Neige, Herr, dein Ohr und höre! Öffne, Herr, deine Augen und sieh her! Wenn wir es schon nicht fassen können, vielleicht kannst du es ja. Auch Hiskia ist bedroht. Hiskia ist vor 2700 Jahren der König von Juda gewesen. Er sagt als Erster diese Worte und bittet Gott um Gehör und Hinsehen. Auch das, was Hiskia bedroht, lässt sich mit einer Zahl ausdrücken: 185.000. So viele Soldaten hat Sanherib, der König von Assyrien. Juda ist winzig, Assyrien ist groß.
Eben noch verhöhnen Gesandte von Sanherib die Bewohner Jerusalems und ihren König. Hiskia hört davon. Er begreift sofort die Gefahr, zerreißt seine Kleider, zieht sich einen Sack an und geht in den Tempel, um zu beten. „Neige, Herr, dein Ohr und höre! Öffne, Herr, deine Augen und sieh her! Höre die Worte Sanheribs, der seinen Boten hergesandt hat, um den lebendigen Gott zu verhöhnen.“ So geht der Vers weiter.

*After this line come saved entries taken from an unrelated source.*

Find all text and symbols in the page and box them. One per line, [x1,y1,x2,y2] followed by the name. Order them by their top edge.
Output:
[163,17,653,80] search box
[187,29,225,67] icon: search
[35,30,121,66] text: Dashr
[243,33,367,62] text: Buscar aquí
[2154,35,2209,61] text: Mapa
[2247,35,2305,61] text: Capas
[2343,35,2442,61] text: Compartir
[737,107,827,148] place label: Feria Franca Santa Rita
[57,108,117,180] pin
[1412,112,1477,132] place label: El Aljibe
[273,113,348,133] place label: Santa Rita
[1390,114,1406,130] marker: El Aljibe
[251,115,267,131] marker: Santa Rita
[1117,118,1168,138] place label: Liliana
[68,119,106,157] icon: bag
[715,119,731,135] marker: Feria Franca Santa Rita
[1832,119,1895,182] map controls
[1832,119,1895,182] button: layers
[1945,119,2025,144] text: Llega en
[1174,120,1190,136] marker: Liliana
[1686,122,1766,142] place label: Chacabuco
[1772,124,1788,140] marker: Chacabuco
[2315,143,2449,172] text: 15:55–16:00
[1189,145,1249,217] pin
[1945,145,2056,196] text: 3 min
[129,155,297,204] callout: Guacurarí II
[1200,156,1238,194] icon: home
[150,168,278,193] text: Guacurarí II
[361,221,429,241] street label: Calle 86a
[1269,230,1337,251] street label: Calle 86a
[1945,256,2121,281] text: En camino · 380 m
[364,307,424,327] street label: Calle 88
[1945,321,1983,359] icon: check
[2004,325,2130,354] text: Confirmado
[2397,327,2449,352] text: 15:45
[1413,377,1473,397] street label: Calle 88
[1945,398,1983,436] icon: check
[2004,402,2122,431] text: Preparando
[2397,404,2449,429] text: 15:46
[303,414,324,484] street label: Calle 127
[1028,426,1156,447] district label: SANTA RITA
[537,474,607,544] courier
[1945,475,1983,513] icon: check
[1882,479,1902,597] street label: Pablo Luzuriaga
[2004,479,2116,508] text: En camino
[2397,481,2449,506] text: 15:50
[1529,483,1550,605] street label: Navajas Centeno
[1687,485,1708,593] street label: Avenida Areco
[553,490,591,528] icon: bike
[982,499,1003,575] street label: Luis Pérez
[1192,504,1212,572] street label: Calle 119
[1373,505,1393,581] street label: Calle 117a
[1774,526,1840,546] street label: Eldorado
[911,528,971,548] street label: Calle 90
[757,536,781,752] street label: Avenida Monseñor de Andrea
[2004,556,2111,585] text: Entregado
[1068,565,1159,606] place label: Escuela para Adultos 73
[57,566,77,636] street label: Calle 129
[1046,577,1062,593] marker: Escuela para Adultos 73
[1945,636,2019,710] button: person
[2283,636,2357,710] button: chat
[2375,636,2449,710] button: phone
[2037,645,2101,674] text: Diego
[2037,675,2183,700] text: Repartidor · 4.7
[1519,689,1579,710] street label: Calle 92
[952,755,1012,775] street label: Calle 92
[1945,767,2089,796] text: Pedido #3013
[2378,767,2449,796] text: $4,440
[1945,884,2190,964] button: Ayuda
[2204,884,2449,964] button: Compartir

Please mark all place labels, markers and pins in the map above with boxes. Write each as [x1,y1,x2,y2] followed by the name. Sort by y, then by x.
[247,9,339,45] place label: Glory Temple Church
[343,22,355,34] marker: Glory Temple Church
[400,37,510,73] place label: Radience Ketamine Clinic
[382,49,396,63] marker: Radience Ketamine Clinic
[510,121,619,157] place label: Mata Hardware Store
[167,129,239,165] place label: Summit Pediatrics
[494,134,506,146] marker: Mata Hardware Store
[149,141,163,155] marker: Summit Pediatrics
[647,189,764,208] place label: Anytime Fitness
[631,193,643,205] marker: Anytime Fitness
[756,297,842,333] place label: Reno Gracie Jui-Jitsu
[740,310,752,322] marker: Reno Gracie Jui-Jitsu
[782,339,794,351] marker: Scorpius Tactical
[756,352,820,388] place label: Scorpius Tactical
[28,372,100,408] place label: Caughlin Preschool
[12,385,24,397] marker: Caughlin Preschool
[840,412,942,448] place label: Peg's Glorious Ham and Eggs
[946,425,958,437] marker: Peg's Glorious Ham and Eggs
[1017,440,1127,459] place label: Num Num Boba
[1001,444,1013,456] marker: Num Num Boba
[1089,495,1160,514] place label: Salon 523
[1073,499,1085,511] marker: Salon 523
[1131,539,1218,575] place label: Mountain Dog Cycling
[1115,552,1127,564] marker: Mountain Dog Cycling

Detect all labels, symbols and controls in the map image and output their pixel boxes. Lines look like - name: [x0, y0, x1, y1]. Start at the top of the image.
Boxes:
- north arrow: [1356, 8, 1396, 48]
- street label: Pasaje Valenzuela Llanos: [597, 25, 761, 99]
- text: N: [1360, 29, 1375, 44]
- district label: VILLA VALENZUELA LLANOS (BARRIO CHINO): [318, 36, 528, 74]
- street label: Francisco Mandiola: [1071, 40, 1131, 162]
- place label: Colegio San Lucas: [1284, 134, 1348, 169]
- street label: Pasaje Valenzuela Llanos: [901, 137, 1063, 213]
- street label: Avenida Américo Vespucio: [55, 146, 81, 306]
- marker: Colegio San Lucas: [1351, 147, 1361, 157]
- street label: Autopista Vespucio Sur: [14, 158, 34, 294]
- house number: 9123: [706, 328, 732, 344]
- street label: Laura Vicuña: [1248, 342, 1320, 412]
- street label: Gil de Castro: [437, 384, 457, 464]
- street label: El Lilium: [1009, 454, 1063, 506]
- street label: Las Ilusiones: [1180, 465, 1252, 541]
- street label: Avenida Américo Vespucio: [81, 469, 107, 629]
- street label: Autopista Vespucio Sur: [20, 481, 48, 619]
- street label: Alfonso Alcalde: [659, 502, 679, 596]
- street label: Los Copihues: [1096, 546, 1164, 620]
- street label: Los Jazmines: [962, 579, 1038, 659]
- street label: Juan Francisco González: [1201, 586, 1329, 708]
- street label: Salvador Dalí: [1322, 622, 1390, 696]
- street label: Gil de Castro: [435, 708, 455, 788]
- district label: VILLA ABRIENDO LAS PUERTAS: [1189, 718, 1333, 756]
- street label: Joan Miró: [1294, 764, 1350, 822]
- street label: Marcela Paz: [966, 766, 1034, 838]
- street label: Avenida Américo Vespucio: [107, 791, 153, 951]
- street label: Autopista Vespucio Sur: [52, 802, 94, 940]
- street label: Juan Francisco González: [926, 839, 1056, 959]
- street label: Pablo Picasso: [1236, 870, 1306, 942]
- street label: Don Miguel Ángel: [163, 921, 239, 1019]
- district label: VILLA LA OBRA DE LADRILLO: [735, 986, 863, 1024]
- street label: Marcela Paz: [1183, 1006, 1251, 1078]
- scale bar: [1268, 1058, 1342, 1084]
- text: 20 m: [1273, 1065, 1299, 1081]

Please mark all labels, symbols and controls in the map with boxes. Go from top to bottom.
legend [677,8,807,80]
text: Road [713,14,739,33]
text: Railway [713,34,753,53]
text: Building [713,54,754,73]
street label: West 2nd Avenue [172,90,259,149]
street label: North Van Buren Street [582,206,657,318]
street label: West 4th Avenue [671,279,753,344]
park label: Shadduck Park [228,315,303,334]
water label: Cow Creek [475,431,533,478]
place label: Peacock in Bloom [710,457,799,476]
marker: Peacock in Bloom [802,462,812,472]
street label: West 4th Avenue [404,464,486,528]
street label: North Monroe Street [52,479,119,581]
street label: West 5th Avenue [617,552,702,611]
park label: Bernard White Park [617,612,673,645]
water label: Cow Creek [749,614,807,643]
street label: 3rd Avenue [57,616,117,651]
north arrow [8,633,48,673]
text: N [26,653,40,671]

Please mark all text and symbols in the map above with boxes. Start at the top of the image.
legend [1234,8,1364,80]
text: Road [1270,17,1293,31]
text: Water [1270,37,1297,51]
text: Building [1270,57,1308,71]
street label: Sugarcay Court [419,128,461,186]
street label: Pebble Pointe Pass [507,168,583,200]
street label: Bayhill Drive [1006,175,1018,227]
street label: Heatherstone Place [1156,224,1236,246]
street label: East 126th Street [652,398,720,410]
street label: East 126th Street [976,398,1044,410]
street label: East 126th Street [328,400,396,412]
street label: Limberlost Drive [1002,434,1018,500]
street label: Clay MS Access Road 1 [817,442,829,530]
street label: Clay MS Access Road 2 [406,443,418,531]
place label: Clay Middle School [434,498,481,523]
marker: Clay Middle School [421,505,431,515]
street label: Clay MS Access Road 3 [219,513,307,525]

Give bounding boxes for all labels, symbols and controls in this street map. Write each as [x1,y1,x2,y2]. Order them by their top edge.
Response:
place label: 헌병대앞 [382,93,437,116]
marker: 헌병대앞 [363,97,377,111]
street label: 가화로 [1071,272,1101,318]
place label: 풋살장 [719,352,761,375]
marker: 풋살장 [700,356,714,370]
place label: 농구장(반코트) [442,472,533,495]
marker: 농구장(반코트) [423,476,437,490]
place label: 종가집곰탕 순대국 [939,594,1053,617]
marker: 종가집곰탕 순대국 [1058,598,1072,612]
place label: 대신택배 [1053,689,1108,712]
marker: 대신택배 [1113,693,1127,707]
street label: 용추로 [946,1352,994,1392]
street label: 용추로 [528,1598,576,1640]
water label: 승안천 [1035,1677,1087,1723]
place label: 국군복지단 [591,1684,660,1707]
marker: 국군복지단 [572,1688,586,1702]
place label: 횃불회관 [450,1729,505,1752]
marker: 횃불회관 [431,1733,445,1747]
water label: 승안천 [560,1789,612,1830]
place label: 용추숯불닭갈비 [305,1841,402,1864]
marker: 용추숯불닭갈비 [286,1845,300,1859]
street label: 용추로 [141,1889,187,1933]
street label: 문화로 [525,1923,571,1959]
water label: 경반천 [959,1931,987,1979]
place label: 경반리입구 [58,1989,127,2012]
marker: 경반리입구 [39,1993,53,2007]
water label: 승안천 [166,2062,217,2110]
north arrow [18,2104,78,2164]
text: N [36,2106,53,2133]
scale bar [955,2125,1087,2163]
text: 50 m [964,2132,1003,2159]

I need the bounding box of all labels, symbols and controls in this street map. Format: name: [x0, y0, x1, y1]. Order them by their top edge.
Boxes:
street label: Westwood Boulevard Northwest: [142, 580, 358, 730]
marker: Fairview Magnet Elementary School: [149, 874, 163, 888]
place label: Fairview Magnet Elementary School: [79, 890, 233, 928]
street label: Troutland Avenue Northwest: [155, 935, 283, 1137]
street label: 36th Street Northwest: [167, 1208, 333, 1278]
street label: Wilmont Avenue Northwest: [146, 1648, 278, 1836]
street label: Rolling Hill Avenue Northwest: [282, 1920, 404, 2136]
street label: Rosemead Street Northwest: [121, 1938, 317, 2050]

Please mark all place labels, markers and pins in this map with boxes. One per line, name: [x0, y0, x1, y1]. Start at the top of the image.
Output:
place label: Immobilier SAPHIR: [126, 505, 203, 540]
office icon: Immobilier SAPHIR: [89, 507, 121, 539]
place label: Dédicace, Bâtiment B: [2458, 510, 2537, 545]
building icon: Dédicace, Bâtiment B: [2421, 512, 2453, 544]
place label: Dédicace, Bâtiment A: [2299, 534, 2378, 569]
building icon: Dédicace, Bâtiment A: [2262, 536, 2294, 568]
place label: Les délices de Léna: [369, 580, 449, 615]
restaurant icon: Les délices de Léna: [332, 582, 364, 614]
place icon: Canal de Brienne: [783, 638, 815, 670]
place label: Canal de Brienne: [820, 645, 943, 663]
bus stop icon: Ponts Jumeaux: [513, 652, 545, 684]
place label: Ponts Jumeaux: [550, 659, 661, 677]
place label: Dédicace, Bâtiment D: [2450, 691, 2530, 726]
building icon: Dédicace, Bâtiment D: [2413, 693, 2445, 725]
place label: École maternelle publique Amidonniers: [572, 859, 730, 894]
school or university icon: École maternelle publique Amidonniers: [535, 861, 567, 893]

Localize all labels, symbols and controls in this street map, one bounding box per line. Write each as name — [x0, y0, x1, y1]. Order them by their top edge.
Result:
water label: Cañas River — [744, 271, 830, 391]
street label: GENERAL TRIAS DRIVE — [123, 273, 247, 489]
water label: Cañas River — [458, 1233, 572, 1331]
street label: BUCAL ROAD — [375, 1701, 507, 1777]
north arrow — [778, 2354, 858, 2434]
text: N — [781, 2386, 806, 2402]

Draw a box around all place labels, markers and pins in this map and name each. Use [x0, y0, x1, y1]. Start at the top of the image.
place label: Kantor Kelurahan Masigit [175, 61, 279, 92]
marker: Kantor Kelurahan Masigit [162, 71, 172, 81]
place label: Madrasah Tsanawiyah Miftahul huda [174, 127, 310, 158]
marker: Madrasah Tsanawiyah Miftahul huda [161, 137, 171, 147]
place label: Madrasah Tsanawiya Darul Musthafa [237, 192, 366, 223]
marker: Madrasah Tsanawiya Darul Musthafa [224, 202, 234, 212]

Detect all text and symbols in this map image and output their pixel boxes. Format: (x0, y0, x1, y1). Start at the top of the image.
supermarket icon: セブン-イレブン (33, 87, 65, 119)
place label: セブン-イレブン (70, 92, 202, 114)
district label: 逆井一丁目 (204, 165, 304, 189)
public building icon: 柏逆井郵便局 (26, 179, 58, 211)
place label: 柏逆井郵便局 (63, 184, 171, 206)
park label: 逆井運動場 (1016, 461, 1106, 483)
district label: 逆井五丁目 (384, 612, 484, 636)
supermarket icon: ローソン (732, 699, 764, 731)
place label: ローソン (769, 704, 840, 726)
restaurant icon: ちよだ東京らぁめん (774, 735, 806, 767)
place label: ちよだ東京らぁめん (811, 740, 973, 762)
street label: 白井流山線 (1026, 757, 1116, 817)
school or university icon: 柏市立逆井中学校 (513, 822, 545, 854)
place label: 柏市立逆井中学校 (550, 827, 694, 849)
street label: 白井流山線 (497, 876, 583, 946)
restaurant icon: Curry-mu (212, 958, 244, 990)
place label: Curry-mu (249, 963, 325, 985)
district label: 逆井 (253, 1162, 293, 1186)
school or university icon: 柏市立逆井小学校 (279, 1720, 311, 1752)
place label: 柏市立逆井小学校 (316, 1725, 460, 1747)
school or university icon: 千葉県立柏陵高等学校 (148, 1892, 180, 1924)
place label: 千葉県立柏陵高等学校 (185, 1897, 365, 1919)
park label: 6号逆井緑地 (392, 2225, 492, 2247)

185.000 Soldaten sind eine Übermacht. Wahrscheinlich hilft gar nichts mehr. Jedenfalls hat Hiskia nichts in der Hand. Selbst, wenn seine Feinde ihm 2000 Pferde stellen würden, hätte Hiskia nicht ausreichend viele Reiter. So spotten die Gesandten von Sanherib über ihn. Und es stimmt auch. Sie sind wehrlos. Auch der Verbündete im Süden, das mächtige Ägypten, springt ihnen nicht bei.
Wenn nichts mehr hilft, hilft nur noch beten. Gott um Gehör bitten und um Hinsehen. Neige dein Ohr, Gott. Und öffne deine Augen, betet Hiskia. Wir sind es gewohnt, unser Schicksal selbst in die Hand zu nehmen, wo immer es geht. Das gilt auch in Zeiten einer weltweiten Pandemie. Seit Monaten befolgen wir Regeln, schränken uns ein und hoffen, dass es endlich vorbeigeht. An uns allen, an mir, an dir. Was richtet Gott aus in der Pandemie? Ist mein Gott mir fremd geworden? Traue ich Gott noch zu, mein Schicksal zu wenden und übermächtige Feinde zu besiegen? Kann ich an Gott glauben, an einen Helfer in der Not?
Neige, Herr, dein Ohr und höre! Öffne, Herr, deine Augen und sieh her! Hiskia kann nichts tun gegen 185.000 Soldaten. Und niemand von uns kann genau sagen, wie sich die kommenden Monate, Jahre und Jahrzehnte entwickeln werden. Mein Einfluss ist gering, aber die Bedrohungen unserer Zeit sind weit größer als ich. Sie sind überwältigend.
Was bleibt also? Gib dir Mühe. Streng dich an. Hab Geduld. Kämpfe deinen Kampf. Aber gib vor allem die Hoffnung nicht auf! Beten wirkt. Gott um etwas zu bitten, macht leicht. Es löst nicht automatisch alle Probleme, auch wenn Hiskia damals auf wundersame Weise gerettet wird. Aber Beten mindert die Last deiner Seele, auch heute. Denn Gott hört, was du sagst. Und Gott sieht, was du von dir zeigst. Von deinen Gedanken, deinen Gefühlen und deinen Sorgen.